(ENTRIES PROVIDED begins)

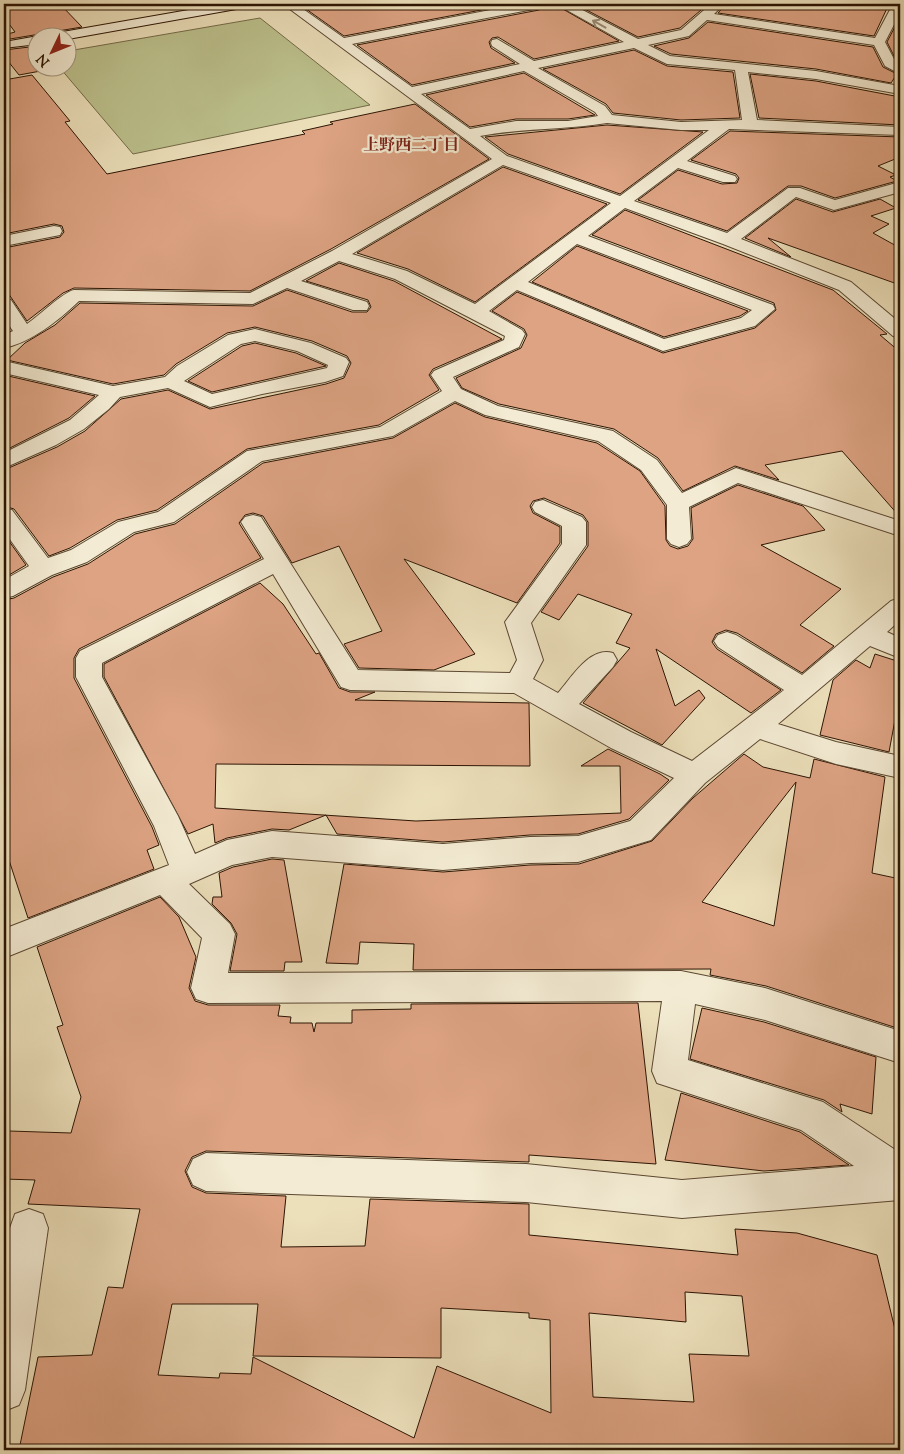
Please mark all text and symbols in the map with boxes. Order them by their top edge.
one-way arrow [592,19,607,28]
north arrow [28,28,78,78]
text: N [33,49,55,70]
district label: 上野西二丁目 [363,135,459,158]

(ENTRIES PROVIDED ends)

* WHAT THIS TASK INVOLVES *
Please write out every record above exactly, but leave the pictures out.

* OUTPUT *
Please mark all text and symbols in the map with boxes. Order them by their top edge.
one-way arrow [592,19,607,28]
north arrow [28,28,78,78]
text: N [33,49,55,70]
district label: 上野西二丁目 [363,135,459,158]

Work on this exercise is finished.